◆ Task item:
Copy the result of filtering the entries below for lines that include the string "road".

◆ Excerpted data:
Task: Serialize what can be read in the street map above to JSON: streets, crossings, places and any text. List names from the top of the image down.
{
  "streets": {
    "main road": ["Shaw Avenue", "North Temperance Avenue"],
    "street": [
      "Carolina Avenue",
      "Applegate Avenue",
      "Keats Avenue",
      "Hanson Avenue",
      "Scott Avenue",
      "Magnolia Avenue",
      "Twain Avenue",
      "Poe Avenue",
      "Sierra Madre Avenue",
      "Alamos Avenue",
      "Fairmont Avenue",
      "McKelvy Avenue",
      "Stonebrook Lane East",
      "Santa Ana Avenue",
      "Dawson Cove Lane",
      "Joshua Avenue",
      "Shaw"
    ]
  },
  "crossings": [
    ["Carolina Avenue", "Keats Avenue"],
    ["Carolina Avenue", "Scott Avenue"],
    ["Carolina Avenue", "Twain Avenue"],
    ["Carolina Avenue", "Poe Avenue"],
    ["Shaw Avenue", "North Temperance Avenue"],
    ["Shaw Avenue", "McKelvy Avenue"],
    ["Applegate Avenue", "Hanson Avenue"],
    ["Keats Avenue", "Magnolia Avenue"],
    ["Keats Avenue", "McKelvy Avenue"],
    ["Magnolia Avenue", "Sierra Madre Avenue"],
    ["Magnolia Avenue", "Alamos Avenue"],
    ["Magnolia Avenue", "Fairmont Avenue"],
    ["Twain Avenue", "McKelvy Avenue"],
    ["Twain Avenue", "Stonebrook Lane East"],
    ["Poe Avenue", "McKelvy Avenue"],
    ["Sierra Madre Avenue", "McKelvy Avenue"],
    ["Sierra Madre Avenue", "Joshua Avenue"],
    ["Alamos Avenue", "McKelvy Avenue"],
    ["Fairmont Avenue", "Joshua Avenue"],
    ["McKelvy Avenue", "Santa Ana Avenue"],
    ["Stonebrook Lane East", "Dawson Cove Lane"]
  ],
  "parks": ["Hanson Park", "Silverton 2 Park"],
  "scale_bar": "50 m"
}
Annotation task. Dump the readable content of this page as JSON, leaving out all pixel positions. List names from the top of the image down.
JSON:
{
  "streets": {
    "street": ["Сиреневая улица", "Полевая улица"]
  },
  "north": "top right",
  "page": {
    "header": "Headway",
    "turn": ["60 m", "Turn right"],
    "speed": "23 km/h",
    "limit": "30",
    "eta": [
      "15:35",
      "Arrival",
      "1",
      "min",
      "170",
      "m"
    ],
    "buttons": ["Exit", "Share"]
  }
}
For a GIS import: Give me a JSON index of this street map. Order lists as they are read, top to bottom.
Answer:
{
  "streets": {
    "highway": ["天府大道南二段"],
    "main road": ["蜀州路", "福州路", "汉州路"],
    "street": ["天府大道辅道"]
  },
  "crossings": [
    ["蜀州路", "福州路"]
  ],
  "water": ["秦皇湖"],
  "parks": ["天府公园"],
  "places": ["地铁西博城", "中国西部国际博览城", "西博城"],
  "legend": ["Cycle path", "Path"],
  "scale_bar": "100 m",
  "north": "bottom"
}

◆ Solution for this problem:
    "main road": ["Shaw Avenue", "North Temperance Avenue"],
    "main road": ["蜀州路", "福州路", "汉州路"],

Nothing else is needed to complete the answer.